What you have to do: Lines from the beginning of the data through the line containing "Quick job: Summarize" are to be copied exactly, with no other line included.
————
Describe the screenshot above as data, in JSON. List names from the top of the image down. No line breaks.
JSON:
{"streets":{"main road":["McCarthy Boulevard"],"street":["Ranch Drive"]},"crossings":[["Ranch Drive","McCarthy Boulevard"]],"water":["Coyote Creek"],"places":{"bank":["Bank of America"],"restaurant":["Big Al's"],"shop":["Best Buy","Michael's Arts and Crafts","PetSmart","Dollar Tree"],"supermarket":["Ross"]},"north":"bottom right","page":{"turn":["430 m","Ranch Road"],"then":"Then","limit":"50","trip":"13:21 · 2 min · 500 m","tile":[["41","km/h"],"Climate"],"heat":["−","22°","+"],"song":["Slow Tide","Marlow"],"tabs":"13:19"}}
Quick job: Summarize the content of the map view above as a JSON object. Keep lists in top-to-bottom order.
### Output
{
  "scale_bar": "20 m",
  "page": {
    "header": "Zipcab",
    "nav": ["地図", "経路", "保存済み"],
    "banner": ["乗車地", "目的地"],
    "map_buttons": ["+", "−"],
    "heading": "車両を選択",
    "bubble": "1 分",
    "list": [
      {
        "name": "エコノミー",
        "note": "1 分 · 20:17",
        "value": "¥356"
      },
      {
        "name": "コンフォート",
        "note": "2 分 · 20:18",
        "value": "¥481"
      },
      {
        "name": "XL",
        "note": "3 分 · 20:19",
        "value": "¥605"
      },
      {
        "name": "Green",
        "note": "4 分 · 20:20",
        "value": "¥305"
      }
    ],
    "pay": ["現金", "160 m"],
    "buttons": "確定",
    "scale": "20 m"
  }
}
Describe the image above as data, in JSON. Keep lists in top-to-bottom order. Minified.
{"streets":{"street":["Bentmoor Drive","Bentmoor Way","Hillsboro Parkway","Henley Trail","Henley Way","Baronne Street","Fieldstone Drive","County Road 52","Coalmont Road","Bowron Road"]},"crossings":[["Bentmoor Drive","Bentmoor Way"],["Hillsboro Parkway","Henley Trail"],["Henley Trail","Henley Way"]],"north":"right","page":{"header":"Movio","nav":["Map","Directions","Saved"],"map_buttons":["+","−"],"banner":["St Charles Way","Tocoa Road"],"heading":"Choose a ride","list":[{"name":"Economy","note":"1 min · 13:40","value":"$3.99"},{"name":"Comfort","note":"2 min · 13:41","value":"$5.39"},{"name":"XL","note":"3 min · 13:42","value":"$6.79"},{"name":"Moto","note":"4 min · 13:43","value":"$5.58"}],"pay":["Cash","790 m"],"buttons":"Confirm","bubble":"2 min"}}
————
Solution to this task:
Describe the screenshot above as data, in JSON. List names from the top of the image down. No line breaks.
JSON:
{"streets":{"main road":["McCarthy Boulevard"],"street":["Ranch Drive"]},"crossings":[["Ranch Drive","McCarthy Boulevard"]],"water":["Coyote Creek"],"places":{"bank":["Bank of America"],"restaurant":["Big Al's"],"shop":["Best Buy","Michael's Arts and Crafts","PetSmart","Dollar Tree"],"supermarket":["Ross"]},"north":"bottom right","page":{"turn":["430 m","Ranch Road"],"then":"Then","limit":"50","trip":"13:21 · 2 min · 500 m","tile":[["41","km/h"],"Climate"],"heat":["−","22°","+"],"song":["Slow Tide","Marlow"],"tabs":"13:19"}}
Quick job: Summarize the content of the map view above as a JSON object. Keep lists in top-to-bottom order.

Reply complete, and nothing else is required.